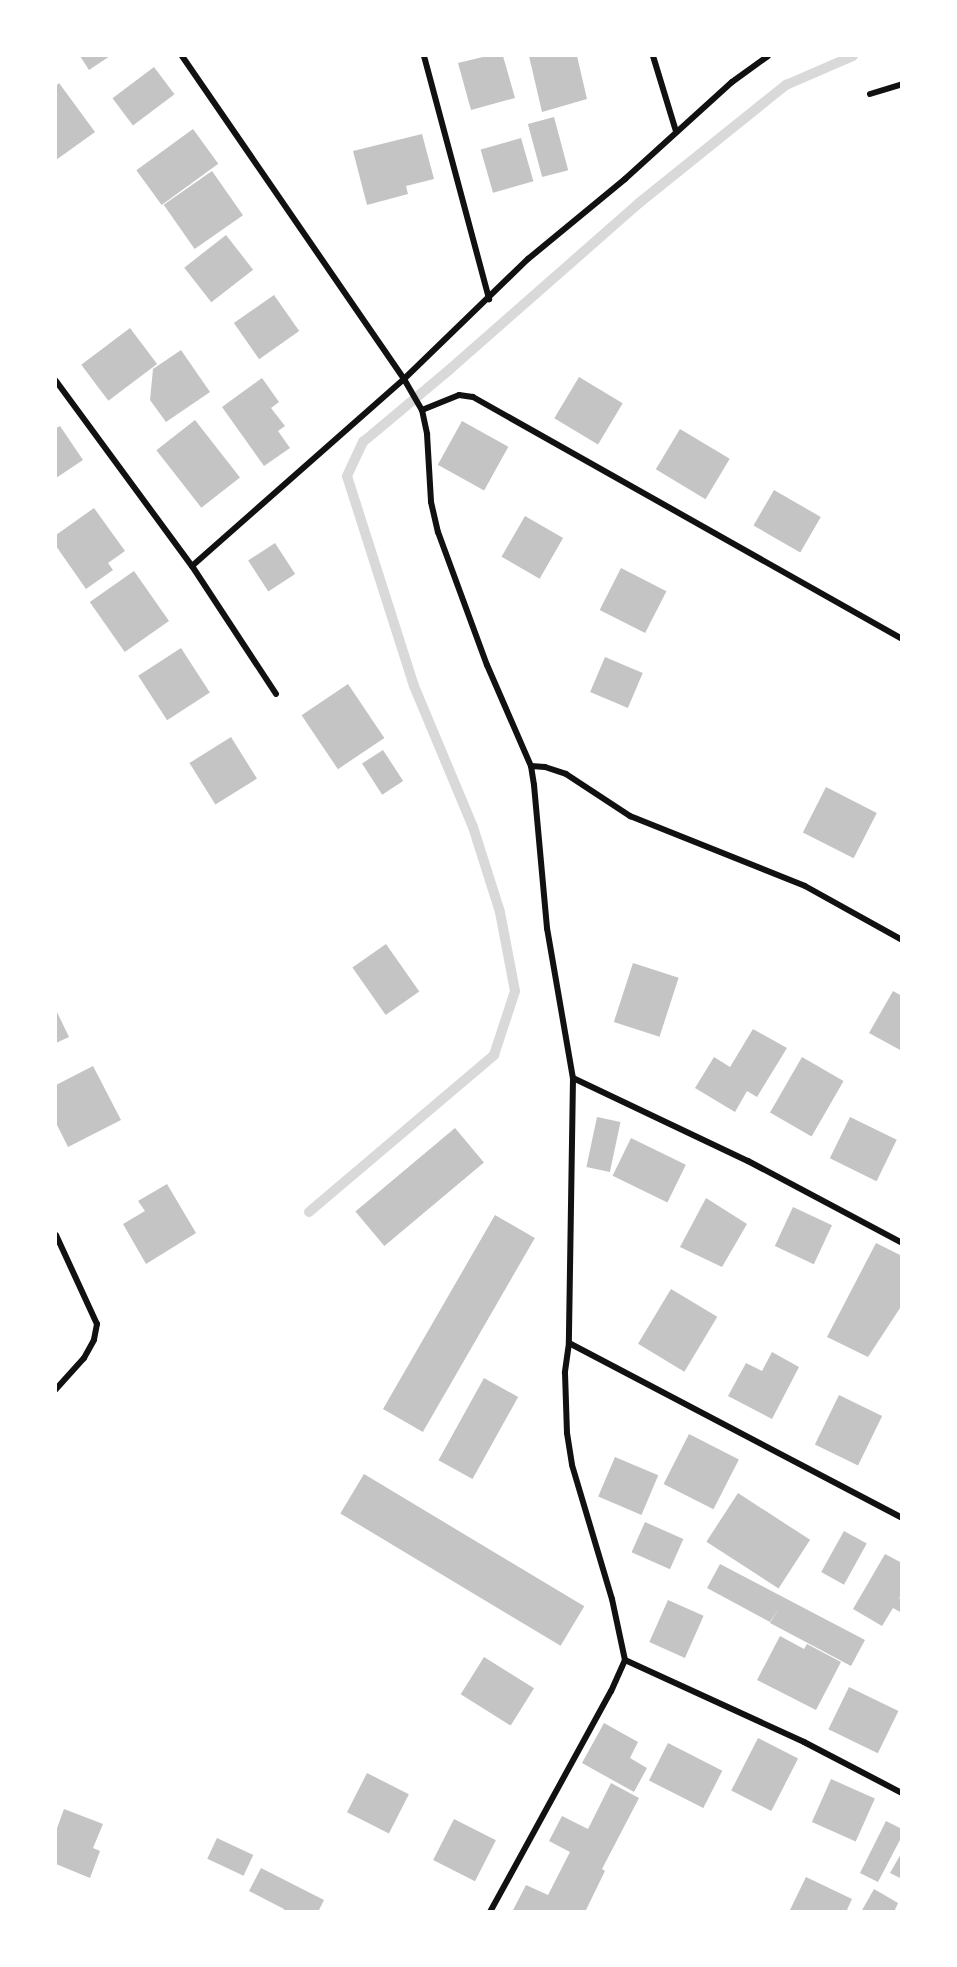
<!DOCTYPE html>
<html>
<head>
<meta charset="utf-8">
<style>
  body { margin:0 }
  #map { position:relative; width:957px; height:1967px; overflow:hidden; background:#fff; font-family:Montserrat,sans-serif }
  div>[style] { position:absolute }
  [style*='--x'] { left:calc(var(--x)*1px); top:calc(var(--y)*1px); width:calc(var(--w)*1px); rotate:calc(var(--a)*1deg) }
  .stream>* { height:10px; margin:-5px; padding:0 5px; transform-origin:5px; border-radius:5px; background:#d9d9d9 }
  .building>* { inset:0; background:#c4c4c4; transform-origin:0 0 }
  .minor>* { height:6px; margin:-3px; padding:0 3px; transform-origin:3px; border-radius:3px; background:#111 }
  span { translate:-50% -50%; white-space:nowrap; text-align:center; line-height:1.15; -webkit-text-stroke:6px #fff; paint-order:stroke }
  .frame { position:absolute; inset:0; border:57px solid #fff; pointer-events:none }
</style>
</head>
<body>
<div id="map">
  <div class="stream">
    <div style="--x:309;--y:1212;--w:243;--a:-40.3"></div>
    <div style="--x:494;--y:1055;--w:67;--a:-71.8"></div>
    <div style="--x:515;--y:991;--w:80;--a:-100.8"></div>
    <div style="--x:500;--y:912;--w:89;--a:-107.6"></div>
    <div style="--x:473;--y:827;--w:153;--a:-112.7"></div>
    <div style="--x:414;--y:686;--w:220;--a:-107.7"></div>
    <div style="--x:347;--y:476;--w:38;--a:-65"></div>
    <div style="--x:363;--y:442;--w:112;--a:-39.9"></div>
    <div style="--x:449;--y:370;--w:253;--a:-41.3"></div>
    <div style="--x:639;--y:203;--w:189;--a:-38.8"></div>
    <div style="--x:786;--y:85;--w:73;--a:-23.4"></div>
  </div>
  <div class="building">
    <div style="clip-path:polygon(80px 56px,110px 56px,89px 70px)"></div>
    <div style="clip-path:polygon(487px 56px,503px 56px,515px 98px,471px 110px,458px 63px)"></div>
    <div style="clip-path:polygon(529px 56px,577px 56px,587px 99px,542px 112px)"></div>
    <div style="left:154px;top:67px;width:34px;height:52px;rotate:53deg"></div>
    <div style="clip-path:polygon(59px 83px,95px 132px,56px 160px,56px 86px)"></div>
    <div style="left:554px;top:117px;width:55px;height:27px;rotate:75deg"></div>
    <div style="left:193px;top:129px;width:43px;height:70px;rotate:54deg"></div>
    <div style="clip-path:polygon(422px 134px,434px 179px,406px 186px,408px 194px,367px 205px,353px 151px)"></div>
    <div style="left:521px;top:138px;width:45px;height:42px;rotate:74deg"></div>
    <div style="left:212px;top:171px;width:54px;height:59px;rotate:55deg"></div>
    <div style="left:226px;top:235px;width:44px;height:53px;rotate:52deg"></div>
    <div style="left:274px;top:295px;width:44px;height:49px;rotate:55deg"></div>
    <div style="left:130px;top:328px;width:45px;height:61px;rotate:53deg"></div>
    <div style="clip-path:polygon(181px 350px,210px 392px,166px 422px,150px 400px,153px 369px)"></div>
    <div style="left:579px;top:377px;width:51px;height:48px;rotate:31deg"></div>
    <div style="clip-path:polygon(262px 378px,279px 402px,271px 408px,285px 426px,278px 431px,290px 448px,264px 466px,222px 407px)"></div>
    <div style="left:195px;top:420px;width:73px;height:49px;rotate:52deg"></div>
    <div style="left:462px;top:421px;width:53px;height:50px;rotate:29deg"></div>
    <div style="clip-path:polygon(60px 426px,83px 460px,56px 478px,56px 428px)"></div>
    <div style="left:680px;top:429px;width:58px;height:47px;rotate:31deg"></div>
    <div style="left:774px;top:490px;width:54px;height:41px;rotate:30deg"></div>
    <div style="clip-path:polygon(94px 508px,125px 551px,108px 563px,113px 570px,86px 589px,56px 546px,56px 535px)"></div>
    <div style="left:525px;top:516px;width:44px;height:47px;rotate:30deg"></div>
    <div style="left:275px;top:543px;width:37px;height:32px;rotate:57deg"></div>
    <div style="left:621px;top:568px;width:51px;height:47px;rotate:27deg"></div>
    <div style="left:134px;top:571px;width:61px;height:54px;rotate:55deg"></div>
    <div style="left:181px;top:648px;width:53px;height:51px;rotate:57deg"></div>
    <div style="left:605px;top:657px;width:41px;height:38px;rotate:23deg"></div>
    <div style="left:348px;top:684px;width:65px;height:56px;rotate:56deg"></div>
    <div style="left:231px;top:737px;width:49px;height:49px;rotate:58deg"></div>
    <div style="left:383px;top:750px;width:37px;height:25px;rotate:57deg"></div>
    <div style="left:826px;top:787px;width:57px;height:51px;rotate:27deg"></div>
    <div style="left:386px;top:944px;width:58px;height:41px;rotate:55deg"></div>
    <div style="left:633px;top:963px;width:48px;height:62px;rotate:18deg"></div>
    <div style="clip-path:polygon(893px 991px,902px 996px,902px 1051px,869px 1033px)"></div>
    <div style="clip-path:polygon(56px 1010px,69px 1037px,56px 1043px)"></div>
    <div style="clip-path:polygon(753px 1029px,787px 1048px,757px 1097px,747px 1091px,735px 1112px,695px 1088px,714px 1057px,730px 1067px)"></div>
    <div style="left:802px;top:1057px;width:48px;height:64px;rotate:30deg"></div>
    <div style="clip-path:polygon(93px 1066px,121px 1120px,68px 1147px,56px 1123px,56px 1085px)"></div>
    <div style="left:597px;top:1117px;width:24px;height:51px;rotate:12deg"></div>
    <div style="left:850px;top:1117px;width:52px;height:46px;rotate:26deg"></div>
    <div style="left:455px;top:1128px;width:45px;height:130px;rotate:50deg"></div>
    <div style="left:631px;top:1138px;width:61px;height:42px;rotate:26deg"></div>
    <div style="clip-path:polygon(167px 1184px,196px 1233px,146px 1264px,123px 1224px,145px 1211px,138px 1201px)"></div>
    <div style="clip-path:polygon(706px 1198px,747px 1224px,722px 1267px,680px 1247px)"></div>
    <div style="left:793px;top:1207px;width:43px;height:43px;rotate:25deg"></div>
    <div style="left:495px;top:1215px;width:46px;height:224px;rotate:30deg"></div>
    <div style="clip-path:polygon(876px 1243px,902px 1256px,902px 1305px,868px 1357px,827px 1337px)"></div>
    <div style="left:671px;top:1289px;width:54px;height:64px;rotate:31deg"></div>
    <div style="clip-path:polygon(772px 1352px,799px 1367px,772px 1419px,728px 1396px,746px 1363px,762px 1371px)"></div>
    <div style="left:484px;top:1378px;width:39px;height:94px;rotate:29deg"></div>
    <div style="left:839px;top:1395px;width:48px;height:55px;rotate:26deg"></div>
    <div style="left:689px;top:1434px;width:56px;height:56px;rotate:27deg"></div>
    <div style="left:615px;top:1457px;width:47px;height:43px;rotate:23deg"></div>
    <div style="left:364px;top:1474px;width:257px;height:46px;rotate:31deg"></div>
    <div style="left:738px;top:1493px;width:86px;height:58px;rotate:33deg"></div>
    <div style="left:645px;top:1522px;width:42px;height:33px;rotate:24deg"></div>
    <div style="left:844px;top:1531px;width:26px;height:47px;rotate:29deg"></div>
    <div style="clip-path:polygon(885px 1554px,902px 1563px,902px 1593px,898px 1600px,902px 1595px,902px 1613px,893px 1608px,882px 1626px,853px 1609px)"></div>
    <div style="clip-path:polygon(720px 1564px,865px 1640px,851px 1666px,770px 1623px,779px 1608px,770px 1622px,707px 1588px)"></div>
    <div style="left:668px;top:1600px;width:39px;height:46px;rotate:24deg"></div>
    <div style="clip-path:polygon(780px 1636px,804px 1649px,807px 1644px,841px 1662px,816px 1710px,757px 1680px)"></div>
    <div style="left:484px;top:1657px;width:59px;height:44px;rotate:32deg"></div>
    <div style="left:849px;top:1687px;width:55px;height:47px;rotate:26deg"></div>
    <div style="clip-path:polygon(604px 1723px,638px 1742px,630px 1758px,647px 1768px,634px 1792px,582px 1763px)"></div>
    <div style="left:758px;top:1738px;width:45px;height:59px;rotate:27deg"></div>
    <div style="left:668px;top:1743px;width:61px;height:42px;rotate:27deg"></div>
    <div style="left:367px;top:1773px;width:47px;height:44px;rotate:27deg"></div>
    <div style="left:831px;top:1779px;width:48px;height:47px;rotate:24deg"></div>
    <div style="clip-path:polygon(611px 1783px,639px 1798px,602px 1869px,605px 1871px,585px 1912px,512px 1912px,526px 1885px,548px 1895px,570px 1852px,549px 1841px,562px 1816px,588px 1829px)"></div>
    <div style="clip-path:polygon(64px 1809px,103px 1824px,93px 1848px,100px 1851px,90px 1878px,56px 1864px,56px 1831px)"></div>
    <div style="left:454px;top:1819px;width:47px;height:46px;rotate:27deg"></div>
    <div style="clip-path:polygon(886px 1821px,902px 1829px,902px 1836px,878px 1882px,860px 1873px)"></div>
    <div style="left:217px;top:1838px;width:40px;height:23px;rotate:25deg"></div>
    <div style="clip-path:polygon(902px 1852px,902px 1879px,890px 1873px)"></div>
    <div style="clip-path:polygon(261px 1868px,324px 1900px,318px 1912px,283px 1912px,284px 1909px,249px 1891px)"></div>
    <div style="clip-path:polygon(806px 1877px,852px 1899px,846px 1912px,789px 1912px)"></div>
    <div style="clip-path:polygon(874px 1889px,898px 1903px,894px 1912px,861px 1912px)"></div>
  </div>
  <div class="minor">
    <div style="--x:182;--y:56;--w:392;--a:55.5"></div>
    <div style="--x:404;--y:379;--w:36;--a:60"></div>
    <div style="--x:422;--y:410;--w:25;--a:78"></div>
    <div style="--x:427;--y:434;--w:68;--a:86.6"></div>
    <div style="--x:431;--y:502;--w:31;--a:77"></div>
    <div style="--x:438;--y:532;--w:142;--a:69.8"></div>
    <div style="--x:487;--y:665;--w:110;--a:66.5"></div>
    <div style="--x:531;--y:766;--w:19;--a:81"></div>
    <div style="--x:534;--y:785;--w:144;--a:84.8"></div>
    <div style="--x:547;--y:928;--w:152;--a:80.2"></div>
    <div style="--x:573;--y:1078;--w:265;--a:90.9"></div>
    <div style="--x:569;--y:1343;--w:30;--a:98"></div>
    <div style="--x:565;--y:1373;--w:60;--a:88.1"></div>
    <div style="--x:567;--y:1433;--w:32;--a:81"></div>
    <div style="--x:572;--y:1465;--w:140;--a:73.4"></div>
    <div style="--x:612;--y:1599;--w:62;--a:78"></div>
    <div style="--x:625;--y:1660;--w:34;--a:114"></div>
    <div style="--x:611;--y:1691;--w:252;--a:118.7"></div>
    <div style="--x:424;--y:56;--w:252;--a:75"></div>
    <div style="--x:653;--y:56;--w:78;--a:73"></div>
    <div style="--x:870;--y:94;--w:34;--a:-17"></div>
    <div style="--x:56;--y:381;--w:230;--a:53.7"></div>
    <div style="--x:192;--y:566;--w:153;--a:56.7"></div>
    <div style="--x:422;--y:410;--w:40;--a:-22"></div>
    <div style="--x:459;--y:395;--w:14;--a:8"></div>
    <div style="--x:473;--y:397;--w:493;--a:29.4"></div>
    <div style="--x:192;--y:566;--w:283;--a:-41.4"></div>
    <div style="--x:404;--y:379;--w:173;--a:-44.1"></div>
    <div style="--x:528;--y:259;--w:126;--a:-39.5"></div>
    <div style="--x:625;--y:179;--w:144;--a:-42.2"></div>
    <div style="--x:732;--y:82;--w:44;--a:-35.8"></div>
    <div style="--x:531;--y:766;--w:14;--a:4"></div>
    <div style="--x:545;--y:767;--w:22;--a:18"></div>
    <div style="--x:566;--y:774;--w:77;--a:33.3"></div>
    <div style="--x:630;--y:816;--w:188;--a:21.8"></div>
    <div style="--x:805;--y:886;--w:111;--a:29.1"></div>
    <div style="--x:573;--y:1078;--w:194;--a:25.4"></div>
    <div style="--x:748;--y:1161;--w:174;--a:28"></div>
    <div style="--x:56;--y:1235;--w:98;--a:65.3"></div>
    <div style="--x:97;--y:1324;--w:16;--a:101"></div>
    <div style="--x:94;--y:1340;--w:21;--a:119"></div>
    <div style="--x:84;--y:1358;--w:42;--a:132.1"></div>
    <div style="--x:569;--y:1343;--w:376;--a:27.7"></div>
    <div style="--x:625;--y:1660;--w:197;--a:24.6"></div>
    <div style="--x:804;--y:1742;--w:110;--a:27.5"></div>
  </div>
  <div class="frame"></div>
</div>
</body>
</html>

> **ACTION ITEM**
Repeat only the lines from the beginning of the material through the line containing "height:10px; margin:-5px; padding:0", both ends kept, leaving pictures out.

> **EXERCISE RESULT**
<!DOCTYPE html>
<html>
<head>
<meta charset="utf-8">
<style>
  body { margin:0 }
  #map { position:relative; width:957px; height:1967px; overflow:hidden; background:#fff; font-family:Montserrat,sans-serif }
  div>[style] { position:absolute }
  [style*='--x'] { left:calc(var(--x)*1px); top:calc(var(--y)*1px); width:calc(var(--w)*1px); rotate:calc(var(--a)*1deg) }
  .stream>* { height:10px; margin:-5px; padding:0 5px; transform-origin:5px; border-radius:5px; background:#d9d9d9 }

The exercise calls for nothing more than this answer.